A monarch operating within understood limits, Hadleigh (Yorkshire) is the perfect squire, paternalistically careful of his tenantry’s welfare, beloved in the village, respected in the council, savage with the stupid, gentle with the helpless, gorgeous in his hand-made threads. In the current series, which in my house is watched with a pretence of scornful detachment somewhat nullified by the size of the bribes offered our elder child to hit the sack before it starts. Hadleigh has taken to himself a wife, played by Hilary Dwyer – one of those leggy jobs with Botticelli shoulders and no bra.

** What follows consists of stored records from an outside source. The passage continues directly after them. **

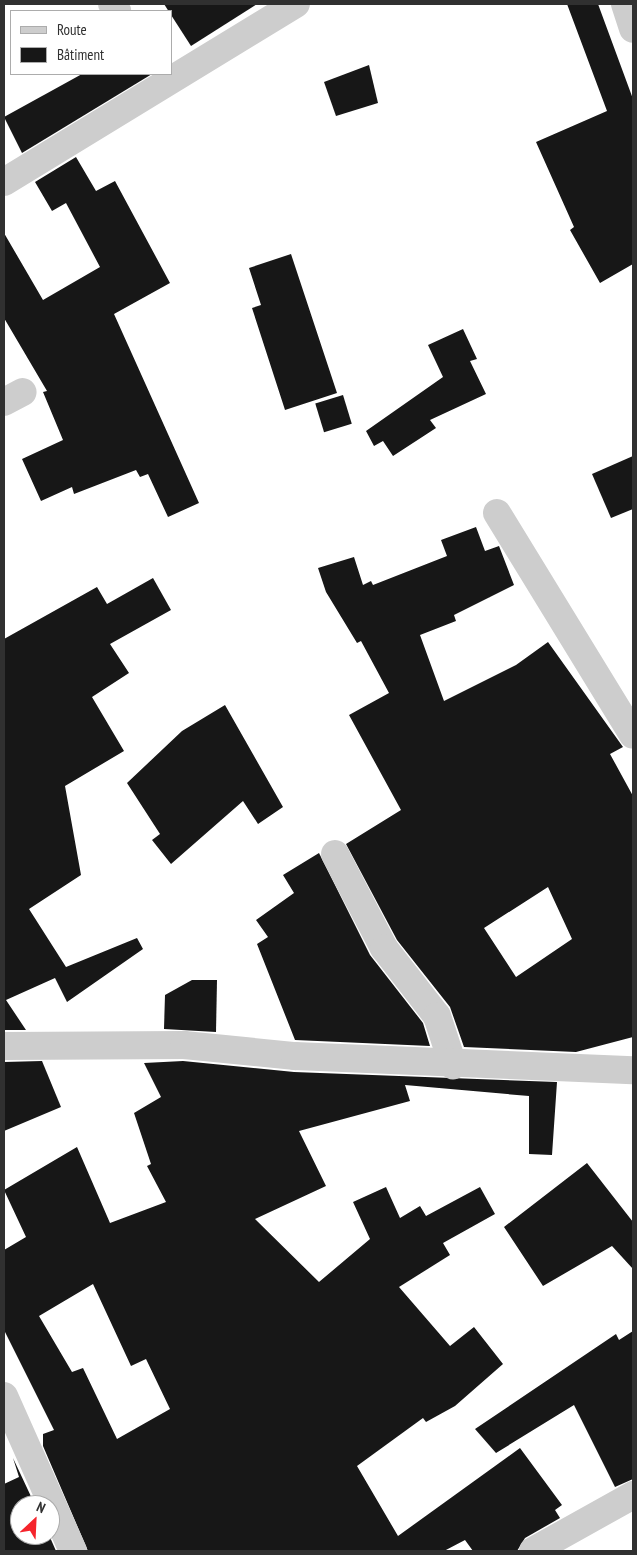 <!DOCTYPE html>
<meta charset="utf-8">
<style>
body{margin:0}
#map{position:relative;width:637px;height:1555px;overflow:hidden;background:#fff;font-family:"PT Sans Narrow",sans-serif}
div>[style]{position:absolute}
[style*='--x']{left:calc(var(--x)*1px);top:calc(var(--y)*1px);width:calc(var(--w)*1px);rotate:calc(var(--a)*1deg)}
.building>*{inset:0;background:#171717;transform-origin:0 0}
.street>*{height:28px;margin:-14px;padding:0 14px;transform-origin:14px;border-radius:14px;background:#cdcdcd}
span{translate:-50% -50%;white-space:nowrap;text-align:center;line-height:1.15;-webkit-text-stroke:5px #fff;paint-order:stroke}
.frame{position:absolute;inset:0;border:5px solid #303030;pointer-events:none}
.legend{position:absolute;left:10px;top:10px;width:162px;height:65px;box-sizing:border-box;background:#fff;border:1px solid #acacac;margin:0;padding:6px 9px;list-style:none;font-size:15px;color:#303030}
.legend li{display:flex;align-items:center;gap:10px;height:25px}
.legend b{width:25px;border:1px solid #acacac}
.north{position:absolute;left:10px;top:1495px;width:50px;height:50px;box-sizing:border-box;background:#fff;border:1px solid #acacac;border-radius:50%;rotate:25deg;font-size:14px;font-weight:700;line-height:20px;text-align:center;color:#303030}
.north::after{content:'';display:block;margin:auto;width:18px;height:22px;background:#f5242c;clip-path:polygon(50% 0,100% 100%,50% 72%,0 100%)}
</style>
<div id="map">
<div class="building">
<div style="clip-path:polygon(164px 4px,257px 4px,191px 46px)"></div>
<div style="clip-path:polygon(567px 4px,598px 4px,633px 99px,633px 264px,600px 283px,570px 230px,574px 227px,536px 142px,607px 111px)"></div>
<div style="clip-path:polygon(369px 65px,378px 103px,336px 116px,324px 82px)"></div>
<div style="clip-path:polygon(82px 74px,152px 74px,22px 153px,4px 117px)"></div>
<div style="clip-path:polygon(76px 157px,96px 191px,115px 181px,170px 283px,114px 314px,199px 503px,168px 517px,148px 474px,140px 477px,136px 470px,74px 494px,72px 487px,41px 501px,22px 459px,63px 440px,43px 392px,47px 391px,4px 318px,4px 233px,43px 300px,100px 267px,66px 203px,52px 211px,35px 182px)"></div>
<div style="clip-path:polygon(291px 254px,337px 393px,285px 410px,252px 308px,261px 305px,249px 268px)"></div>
<div style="clip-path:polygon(463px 329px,477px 359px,470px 361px,486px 394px,430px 420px,436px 428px,393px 456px,383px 441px,374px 446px,366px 431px,443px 377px,428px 345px)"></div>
<div style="left:343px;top:395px;width:30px;height:29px;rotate:73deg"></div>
<div style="clip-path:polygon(633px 456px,633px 509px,611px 518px,592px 474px)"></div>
<div style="clip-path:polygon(evenodd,476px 527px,485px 551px,499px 546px,514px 585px,454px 615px,456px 621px,420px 635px,444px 701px,516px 665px,548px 642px,623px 747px,610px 754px,633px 796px,633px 1037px,576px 1052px,464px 1047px,450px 1007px,397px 940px,346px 844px,401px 810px,349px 715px,389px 693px,361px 641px,357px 643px,326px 592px,318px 568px,354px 557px,363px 585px,371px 581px,373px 585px,447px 556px,441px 540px,476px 527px,548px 887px,572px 939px,516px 977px,484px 928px,548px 887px)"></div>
<div style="clip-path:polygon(153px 578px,171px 610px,110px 644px,129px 673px,92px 697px,124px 751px,65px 786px,81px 875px,29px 909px,66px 967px,137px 938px,143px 949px,67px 1002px,55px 978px,6px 1000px,26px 1030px,4px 1030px,4px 639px,97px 587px,107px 604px)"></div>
<div style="clip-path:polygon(225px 705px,283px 807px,258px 824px,243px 801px,171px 864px,152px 840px,160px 834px,127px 783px,182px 731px)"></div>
<div style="clip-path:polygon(319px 853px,370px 955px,423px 1023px,430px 1046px,295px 1040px,257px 944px,268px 937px,256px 920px,294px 893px,283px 875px)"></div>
<div style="clip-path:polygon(192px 980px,217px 980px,216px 1032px,164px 1029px,165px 995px)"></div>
<div style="clip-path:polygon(42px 1061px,61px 1107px,4px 1131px,4px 1062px)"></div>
<div style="clip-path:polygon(evenodd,183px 1061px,294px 1072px,557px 1082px,552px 1155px,529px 1154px,529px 1096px,405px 1085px,410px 1101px,299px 1131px,326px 1186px,255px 1219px,319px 1282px,370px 1239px,353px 1202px,386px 1187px,400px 1218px,420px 1206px,426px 1216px,480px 1187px,495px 1214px,443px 1243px,450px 1255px,399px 1287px,450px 1346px,474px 1327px,503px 1364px,455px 1406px,426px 1422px,423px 1418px,357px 1466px,398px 1536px,520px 1448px,562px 1505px,555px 1510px,560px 1518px,525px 1538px,517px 1551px,473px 1551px,465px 1540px,444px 1551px,88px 1551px,43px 1446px,43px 1434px,54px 1430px,4px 1330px,4px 1250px,26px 1237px,4px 1190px,77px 1147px,110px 1223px,166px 1202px,147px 1166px,151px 1164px,134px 1113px,161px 1097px,144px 1063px,183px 1061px,93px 1284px,131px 1366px,146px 1359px,170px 1409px,117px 1439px,83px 1368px,72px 1372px,39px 1316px,93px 1284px)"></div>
<div style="clip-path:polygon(587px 1163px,633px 1222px,633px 1269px,612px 1246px,543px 1286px,504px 1227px)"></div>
<div style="clip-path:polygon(633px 1331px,633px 1479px,615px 1487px,574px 1405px,496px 1453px,475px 1429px,616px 1334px,619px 1340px)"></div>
<div style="clip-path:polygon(13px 1458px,35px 1505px,20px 1505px,20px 1535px,49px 1535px,56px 1551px,4px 1551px,4px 1484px,19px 1477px)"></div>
</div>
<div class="street">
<div style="--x:112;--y:4;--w:9;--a:54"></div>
<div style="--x:625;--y:4;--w:26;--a:72"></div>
<div style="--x:4;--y:182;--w:342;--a:-31.4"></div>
<div style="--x:4;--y:402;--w:21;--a:-28"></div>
<div style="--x:497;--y:513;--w:260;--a:58.5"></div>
<div style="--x:335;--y:854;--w:106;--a:62.5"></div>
<div style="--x:384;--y:948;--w:86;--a:52.1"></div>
<div style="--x:437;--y:1016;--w:52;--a:71.9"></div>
<div style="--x:4;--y:1046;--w:180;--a:-0.3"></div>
<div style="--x:184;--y:1045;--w:112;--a:5.7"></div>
<div style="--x:295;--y:1056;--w:338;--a:2.4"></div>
<div style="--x:4;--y:1396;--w:170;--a:66"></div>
<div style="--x:533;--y:1551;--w:115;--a:-29.2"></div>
</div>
<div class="frame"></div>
<ul class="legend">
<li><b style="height:6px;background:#cdcdcd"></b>Route</li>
<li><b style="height:14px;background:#171717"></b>Bâtiment</li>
</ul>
<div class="north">N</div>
</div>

Hadleigh himself is the British imperialist up to his old colonial tricks on the soil of home: the palaver with the tenants is pure Sanders of the River, and when he sets about correcting a local injustice it’s Bulldog Drummond Attacks. Just on his own, Hadleigh encapsulates the modern male dream of the cool aristo. Gerald Harper has oodles of athletic zip (his imitation of a horse in the Jean-Louis Barrault Rabelais at the Roundhouse was the only interesting thing in that entire weary evening) and a mannerist voice that issues in a succession of resonant simpers and shouts from an identikit aquiline profile in which the features of everybody from Leslie Howard in Pimpernel Smith to Stewart Granger as Beau Brummell are eerily conflated. You could guarantee ten million viewers on the strength of Harper alone.
 
The other seven million (yes, seventeen million people watch this thing) are doubtless ensnared by the cunning stroke of calculation which gives Mrs Hadleigh a lower-class background. She has been saved from drudgery by a knight in a shining white V8 Aston Martin; and then again, she has qualities that the dollies born to the purple perhaps do not possess; and besides, who but the beautiful deserve the brave?
 
Rounding out the dream world is their body-servant, Sutton. Silent, omni-competent, his only ambition to serve his master until and beyond death, he brings Hadleigh messages on a silver salver while you and I pass each other the thin mints without taking our hungry eyes from the screen. Hadleigh is the last, plush gasp of the old England – a purgative draught of nostalgia which one sincerely trusts will leave its army of viewers fresh to do battle in the real world. Which is the world where the squires are dead or dying and the tailors are chalking suits for property developers.